_EXERCISE PROMPT:_ Return the records verbatim.

GIVEN RECORDS Block Start

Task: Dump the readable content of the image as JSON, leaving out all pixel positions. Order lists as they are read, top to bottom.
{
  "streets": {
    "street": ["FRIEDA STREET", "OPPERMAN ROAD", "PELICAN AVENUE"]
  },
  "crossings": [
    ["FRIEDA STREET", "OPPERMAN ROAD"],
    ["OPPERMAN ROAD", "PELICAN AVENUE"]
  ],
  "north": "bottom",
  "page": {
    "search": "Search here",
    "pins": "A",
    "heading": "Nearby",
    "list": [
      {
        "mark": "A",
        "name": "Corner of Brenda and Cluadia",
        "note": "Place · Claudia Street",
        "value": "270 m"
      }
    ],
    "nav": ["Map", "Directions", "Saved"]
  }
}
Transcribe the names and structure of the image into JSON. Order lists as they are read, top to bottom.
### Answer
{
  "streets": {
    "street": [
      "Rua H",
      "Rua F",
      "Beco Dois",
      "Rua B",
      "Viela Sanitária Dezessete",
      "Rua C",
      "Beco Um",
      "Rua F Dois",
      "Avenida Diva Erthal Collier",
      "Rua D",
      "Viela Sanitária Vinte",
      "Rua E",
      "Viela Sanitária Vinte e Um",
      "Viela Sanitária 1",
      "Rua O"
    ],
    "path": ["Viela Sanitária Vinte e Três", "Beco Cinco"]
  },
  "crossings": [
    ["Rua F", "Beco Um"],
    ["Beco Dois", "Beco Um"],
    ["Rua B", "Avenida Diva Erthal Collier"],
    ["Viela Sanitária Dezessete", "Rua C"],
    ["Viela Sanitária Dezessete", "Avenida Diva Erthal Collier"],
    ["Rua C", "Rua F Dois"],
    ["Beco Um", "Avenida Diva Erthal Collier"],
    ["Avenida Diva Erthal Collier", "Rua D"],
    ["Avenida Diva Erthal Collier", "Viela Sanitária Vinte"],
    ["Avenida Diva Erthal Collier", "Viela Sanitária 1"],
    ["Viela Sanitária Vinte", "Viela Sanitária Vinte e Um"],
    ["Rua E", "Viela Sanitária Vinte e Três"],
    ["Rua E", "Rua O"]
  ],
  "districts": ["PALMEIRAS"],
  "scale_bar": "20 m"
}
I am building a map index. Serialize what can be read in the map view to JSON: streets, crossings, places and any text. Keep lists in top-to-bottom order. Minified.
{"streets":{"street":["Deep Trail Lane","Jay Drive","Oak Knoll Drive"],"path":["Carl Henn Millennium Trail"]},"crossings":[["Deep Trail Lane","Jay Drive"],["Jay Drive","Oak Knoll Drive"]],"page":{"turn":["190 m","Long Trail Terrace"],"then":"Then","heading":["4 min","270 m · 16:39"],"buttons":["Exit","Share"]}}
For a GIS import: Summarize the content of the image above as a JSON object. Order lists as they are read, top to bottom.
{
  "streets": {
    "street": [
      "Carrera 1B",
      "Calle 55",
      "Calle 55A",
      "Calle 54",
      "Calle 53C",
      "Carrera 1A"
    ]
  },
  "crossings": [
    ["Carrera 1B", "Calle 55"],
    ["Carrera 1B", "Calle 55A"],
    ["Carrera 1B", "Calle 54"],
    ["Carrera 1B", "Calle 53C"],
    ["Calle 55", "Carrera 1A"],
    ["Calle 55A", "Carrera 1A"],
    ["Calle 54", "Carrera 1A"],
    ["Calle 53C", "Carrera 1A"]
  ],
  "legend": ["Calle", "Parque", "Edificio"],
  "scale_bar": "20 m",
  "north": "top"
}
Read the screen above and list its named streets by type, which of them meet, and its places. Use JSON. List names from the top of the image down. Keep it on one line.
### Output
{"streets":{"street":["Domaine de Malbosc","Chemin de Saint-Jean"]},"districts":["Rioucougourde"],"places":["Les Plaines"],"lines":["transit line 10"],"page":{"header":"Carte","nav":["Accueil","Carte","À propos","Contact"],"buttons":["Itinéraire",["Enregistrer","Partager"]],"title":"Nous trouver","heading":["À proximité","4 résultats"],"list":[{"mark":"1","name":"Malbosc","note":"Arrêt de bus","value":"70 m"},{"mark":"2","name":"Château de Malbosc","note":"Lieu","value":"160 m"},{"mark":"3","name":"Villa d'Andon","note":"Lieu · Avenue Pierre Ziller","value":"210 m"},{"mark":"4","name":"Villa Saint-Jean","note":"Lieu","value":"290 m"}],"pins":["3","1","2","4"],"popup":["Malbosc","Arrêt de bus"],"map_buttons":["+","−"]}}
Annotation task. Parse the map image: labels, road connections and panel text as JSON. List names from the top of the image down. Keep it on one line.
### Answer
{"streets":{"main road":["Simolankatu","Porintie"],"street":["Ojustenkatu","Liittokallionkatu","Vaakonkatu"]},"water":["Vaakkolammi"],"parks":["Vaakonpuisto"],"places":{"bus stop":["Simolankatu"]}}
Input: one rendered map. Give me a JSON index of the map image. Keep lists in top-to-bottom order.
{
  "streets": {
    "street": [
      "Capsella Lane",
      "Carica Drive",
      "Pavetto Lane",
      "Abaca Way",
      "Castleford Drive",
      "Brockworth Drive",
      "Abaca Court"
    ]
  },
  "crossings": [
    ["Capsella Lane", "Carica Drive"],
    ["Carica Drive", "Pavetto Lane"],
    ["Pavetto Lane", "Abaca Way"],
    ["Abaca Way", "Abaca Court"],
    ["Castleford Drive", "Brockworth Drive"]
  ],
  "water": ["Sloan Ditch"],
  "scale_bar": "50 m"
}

GIVEN RECORDS Block End

_SOLUTION TO THIS TASK:_
Task: Dump the readable content of the image as JSON, leaving out all pixel positions. Order lists as they are read, top to bottom.
{
  "streets": {
    "street": ["FRIEDA STREET", "OPPERMAN ROAD", "PELICAN AVENUE"]
  },
  "crossings": [
    ["FRIEDA STREET", "OPPERMAN ROAD"],
    ["OPPERMAN ROAD", "PELICAN AVENUE"]
  ],
  "north": "bottom",
  "page": {
    "search": "Search here",
    "pins": "A",
    "heading": "Nearby",
    "list": [
      {
        "mark": "A",
        "name": "Corner of Brenda and Cluadia",
        "note": "Place · Claudia Street",
        "value": "270 m"
      }
    ],
    "nav": ["Map", "Directions", "Saved"]
  }
}
Transcribe the names and structure of the image into JSON. Order lists as they are read, top to bottom.
### Answer
{
  "streets": {
    "street": [
      "Rua H",
      "Rua F",
      "Beco Dois",
      "Rua B",
      "Viela Sanitária Dezessete",
      "Rua C",
      "Beco Um",
      "Rua F Dois",
      "Avenida Diva Erthal Collier",
      "Rua D",
      "Viela Sanitária Vinte",
      "Rua E",
      "Viela Sanitária Vinte e Um",
      "Viela Sanitária 1",
      "Rua O"
    ],
    "path": ["Viela Sanitária Vinte e Três", "Beco Cinco"]
  },
  "crossings": [
    ["Rua F", "Beco Um"],
    ["Beco Dois", "Beco Um"],
    ["Rua B", "Avenida Diva Erthal Collier"],
    ["Viela Sanitária Dezessete", "Rua C"],
    ["Viela Sanitária Dezessete", "Avenida Diva Erthal Collier"],
    ["Rua C", "Rua F Dois"],
    ["Beco Um", "Avenida Diva Erthal Collier"],
    ["Avenida Diva Erthal Collier", "Rua D"],
    ["Avenida Diva Erthal Collier", "Viela Sanitária Vinte"],
    ["Avenida Diva Erthal Collier", "Viela Sanitária 1"],
    ["Viela Sanitária Vinte", "Viela Sanitária Vinte e Um"],
    ["Rua E", "Viela Sanitária Vinte e Três"],
    ["Rua E", "Rua O"]
  ],
  "districts": ["PALMEIRAS"],
  "scale_bar": "20 m"
}
I am building a map index. Serialize what can be read in the map view to JSON: streets, crossings, places and any text. Keep lists in top-to-bottom order. Minified.
{"streets":{"street":["Deep Trail Lane","Jay Drive","Oak Knoll Drive"],"path":["Carl Henn Millennium Trail"]},"crossings":[["Deep Trail Lane","Jay Drive"],["Jay Drive","Oak Knoll Drive"]],"page":{"turn":["190 m","Long Trail Terrace"],"then":"Then","heading":["4 min","270 m · 16:39"],"buttons":["Exit","Share"]}}
For a GIS import: Summarize the content of the image above as a JSON object. Order lists as they are read, top to bottom.
{
  "streets": {
    "street": [
      "Carrera 1B",
      "Calle 55",
      "Calle 55A",
      "Calle 54",
      "Calle 53C",
      "Carrera 1A"
    ]
  },
  "crossings": [
    ["Carrera 1B", "Calle 55"],
    ["Carrera 1B", "Calle 55A"],
    ["Carrera 1B", "Calle 54"],
    ["Carrera 1B", "Calle 53C"],
    ["Calle 55", "Carrera 1A"],
    ["Calle 55A", "Carrera 1A"],
    ["Calle 54", "Carrera 1A"],
    ["Calle 53C", "Carrera 1A"]
  ],
  "legend": ["Calle", "Parque", "Edificio"],
  "scale_bar": "20 m",
  "north": "top"
}
Read the screen above and list its named streets by type, which of them meet, and its places. Use JSON. List names from the top of the image down. Keep it on one line.
### Output
{"streets":{"street":["Domaine de Malbosc","Chemin de Saint-Jean"]},"districts":["Rioucougourde"],"places":["Les Plaines"],"lines":["transit line 10"],"page":{"header":"Carte","nav":["Accueil","Carte","À propos","Contact"],"buttons":["Itinéraire",["Enregistrer","Partager"]],"title":"Nous trouver","heading":["À proximité","4 résultats"],"list":[{"mark":"1","name":"Malbosc","note":"Arrêt de bus","value":"70 m"},{"mark":"2","name":"Château de Malbosc","note":"Lieu","value":"160 m"},{"mark":"3","name":"Villa d'Andon","note":"Lieu · Avenue Pierre Ziller","value":"210 m"},{"mark":"4","name":"Villa Saint-Jean","note":"Lieu","value":"290 m"}],"pins":["3","1","2","4"],"popup":["Malbosc","Arrêt de bus"],"map_buttons":["+","−"]}}
Annotation task. Parse the map image: labels, road connections and panel text as JSON. List names from the top of the image down. Keep it on one line.
### Answer
{"streets":{"main road":["Simolankatu","Porintie"],"street":["Ojustenkatu","Liittokallionkatu","Vaakonkatu"]},"water":["Vaakkolammi"],"parks":["Vaakonpuisto"],"places":{"bus stop":["Simolankatu"]}}
Input: one rendered map. Give me a JSON index of the map image. Keep lists in top-to-bottom order.
{
  "streets": {
    "street": [
      "Capsella Lane",
      "Carica Drive",
      "Pavetto Lane",
      "Abaca Way",
      "Castleford Drive",
      "Brockworth Drive",
      "Abaca Court"
    ]
  },
  "crossings": [
    ["Capsella Lane", "Carica Drive"],
    ["Carica Drive", "Pavetto Lane"],
    ["Pavetto Lane", "Abaca Way"],
    ["Abaca Way", "Abaca Court"],
    ["Castleford Drive", "Brockworth Drive"]
  ],
  "water": ["Sloan Ditch"],
  "scale_bar": "50 m"
}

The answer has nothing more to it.